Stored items
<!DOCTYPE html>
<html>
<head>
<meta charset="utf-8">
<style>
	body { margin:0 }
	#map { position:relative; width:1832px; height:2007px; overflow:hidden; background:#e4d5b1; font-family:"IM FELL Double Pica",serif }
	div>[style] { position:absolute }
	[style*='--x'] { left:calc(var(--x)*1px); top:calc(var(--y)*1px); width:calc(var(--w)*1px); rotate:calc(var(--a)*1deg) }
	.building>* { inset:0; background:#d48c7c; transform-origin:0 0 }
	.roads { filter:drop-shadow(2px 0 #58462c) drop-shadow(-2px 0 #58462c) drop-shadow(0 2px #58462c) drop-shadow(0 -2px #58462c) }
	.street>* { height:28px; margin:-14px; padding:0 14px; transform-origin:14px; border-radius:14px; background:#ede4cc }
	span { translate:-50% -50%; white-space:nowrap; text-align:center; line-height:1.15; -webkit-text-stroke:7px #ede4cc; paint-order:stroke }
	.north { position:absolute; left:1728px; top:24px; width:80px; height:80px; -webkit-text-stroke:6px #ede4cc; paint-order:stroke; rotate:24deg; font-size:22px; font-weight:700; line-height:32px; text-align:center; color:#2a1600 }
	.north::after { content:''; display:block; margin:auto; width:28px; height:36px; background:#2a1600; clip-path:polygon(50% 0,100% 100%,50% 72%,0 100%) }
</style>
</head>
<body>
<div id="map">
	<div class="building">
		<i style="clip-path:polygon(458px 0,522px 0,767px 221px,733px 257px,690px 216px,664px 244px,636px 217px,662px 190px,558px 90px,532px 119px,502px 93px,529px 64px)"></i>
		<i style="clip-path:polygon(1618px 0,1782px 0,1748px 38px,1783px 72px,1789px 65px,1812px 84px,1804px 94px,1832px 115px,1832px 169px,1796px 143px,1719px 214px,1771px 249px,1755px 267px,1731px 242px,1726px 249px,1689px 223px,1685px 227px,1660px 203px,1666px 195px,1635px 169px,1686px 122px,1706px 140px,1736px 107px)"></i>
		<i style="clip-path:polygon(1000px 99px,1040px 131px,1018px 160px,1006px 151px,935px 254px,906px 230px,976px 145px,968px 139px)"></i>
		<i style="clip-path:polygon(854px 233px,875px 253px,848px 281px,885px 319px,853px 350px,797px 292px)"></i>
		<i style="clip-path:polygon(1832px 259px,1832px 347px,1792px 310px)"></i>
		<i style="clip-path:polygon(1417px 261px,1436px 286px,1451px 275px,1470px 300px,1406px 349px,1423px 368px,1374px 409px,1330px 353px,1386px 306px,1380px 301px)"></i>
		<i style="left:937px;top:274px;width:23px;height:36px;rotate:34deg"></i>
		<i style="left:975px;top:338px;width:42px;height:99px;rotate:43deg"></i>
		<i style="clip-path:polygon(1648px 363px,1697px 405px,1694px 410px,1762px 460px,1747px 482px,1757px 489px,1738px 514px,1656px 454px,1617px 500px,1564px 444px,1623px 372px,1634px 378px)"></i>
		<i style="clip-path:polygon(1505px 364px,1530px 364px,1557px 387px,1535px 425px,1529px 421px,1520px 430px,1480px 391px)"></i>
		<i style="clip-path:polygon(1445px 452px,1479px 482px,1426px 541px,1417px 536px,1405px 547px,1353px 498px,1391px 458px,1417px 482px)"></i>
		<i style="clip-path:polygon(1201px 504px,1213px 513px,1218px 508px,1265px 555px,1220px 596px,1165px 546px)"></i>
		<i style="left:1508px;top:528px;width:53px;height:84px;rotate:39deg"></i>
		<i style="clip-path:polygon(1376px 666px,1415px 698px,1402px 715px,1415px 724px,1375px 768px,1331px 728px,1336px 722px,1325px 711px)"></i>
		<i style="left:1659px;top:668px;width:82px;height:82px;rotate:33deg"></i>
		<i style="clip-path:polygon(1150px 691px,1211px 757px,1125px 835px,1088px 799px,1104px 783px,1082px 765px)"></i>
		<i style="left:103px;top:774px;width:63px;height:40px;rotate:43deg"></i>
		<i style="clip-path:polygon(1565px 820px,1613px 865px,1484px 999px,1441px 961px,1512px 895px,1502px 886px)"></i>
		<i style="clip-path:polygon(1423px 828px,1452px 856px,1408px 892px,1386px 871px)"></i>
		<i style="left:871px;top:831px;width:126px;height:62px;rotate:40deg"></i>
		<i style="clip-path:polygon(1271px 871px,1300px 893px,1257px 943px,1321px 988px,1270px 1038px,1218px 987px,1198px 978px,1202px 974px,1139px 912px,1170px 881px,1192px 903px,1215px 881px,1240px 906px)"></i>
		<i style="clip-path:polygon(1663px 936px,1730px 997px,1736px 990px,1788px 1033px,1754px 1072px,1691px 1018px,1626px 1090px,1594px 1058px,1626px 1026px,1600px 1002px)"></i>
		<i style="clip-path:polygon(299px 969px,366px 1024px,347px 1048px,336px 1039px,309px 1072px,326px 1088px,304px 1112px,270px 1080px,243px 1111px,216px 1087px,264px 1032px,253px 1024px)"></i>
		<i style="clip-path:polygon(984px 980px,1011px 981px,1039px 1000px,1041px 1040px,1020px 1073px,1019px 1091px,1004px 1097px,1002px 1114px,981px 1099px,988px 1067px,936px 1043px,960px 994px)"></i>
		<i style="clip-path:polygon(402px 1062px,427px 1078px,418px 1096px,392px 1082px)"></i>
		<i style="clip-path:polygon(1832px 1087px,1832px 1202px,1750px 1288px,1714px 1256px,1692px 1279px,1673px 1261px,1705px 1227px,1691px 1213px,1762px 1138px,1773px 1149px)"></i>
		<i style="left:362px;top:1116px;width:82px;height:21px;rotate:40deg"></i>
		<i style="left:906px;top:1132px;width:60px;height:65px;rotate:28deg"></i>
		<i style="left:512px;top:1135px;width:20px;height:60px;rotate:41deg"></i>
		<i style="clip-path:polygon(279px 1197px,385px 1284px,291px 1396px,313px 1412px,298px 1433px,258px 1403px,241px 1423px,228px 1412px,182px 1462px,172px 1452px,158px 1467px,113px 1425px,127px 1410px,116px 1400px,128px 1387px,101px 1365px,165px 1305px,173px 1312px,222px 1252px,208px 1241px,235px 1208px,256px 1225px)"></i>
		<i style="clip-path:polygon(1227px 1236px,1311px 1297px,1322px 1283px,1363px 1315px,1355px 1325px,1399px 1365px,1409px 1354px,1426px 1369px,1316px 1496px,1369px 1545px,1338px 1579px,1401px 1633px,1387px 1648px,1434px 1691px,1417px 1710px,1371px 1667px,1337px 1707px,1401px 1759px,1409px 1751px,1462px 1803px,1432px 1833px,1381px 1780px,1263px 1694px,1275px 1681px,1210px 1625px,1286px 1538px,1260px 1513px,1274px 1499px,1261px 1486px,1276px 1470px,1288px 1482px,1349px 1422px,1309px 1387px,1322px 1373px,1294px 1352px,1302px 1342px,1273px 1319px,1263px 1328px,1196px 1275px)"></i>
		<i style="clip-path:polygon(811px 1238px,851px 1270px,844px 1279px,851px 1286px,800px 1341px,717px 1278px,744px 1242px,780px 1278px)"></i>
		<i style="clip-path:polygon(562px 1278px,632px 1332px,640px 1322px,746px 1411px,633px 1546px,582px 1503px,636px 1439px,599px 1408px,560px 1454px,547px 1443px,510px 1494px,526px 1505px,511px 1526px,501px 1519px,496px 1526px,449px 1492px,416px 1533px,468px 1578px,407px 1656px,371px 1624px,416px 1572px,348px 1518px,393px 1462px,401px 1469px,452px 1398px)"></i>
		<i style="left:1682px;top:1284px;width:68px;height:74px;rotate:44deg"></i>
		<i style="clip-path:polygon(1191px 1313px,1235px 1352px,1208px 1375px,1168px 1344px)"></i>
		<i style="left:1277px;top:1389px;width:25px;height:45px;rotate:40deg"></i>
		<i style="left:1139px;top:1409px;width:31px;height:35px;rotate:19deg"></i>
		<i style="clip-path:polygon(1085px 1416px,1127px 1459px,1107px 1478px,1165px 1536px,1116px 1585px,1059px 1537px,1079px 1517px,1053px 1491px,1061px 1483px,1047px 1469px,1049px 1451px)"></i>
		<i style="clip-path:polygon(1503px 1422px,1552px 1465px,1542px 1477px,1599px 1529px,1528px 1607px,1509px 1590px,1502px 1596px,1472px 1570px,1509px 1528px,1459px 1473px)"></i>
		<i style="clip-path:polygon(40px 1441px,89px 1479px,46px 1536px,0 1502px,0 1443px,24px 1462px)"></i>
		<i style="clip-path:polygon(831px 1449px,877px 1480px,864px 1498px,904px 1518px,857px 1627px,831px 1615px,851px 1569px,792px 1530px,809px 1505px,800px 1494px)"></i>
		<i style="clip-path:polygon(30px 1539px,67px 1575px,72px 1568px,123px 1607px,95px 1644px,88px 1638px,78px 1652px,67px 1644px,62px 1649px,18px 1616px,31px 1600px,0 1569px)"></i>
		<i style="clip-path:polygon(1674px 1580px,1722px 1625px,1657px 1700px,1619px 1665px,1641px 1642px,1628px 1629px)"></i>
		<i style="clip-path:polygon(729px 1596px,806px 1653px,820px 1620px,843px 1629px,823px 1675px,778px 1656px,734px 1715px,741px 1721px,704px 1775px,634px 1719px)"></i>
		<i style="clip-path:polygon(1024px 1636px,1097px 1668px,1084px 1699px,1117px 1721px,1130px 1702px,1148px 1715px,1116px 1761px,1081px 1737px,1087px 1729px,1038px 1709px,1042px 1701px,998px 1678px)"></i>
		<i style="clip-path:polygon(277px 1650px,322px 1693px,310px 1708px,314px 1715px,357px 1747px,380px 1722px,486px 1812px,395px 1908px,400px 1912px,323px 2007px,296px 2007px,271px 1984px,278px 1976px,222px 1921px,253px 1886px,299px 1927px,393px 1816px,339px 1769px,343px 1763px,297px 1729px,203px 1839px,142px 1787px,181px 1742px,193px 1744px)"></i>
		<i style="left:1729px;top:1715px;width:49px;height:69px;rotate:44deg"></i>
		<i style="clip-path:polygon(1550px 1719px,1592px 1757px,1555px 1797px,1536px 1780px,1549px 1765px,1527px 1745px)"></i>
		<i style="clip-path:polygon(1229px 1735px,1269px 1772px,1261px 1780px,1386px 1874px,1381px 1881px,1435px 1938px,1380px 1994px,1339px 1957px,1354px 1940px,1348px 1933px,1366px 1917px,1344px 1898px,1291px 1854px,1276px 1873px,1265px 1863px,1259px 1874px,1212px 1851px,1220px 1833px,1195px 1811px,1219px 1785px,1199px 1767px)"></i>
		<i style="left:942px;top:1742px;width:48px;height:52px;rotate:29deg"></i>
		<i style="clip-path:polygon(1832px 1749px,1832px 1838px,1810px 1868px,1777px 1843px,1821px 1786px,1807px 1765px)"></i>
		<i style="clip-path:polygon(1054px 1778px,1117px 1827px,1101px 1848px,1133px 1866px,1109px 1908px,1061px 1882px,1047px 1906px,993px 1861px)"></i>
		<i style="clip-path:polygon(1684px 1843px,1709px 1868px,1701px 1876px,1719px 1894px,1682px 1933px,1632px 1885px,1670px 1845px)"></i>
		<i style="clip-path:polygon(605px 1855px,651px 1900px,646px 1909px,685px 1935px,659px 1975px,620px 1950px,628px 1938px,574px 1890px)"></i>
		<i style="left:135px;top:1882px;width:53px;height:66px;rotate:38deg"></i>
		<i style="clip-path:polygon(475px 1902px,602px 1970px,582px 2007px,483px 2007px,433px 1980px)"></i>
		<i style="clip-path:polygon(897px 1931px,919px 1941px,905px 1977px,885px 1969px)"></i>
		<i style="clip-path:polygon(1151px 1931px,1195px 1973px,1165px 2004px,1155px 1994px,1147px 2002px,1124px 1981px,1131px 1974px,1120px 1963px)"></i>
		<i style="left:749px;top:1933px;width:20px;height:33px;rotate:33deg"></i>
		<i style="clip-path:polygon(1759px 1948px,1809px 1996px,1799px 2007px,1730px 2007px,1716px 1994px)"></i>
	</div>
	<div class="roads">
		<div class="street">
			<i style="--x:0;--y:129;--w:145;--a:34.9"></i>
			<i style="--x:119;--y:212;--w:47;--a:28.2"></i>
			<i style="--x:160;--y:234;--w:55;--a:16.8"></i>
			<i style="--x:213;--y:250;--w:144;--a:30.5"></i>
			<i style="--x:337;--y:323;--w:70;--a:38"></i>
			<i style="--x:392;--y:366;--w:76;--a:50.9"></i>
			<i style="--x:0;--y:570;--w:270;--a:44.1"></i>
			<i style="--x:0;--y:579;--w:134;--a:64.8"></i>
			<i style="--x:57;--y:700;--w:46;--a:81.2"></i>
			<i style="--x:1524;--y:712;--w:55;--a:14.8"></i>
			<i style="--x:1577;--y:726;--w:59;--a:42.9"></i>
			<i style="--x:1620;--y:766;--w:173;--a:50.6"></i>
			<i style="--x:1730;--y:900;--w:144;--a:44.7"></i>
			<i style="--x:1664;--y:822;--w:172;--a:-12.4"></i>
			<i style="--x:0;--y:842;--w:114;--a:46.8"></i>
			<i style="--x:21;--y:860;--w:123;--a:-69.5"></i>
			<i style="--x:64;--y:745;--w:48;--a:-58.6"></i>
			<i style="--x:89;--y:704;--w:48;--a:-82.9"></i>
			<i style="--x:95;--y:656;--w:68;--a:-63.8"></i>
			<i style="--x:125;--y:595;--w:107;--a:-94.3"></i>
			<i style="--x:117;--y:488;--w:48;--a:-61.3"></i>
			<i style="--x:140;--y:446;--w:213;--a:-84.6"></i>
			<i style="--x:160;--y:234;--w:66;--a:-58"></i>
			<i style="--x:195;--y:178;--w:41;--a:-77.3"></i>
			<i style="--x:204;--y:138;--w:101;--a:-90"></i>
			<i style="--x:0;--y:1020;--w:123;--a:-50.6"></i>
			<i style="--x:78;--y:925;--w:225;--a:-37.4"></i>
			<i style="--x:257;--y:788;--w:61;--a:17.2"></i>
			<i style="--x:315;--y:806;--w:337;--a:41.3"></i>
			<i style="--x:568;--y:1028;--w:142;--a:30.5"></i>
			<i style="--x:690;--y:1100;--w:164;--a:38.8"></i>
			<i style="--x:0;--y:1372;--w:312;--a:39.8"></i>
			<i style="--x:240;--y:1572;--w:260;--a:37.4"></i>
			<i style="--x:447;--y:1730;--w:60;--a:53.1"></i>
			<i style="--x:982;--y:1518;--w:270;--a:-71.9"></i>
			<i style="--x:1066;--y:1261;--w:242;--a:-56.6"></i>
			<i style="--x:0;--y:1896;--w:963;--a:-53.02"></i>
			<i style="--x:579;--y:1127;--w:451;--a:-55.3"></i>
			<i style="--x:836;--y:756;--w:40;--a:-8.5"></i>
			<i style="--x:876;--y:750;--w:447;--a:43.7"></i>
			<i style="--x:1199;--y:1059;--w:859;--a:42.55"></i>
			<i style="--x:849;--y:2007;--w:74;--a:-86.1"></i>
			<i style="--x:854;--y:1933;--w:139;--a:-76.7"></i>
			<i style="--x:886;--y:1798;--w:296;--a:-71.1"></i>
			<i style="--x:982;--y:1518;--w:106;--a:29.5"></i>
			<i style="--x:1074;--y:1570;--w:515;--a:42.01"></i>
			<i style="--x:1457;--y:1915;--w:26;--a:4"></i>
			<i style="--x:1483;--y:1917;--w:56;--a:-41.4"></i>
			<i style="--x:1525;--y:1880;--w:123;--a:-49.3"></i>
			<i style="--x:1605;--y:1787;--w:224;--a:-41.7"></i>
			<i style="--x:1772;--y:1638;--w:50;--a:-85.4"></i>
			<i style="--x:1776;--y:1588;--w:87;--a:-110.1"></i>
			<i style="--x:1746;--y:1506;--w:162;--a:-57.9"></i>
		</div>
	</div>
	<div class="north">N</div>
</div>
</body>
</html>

_Exercise prompt:_
Lines holding the word "font" should be copied from the entries above.

_Answer below:_
	#map { position:relative; width:1832px; height:2007px; overflow:hidden; background:#e4d5b1; font-family:"IM FELL Double Pica",serif }
	.north { position:absolute; left:1728px; top:24px; width:80px; height:80px; -webkit-text-stroke:6px #ede4cc; paint-order:stroke; rotate:24deg; font-size:22px; font-weight:700; line-height:32px; text-align:center; color:#2a1600 }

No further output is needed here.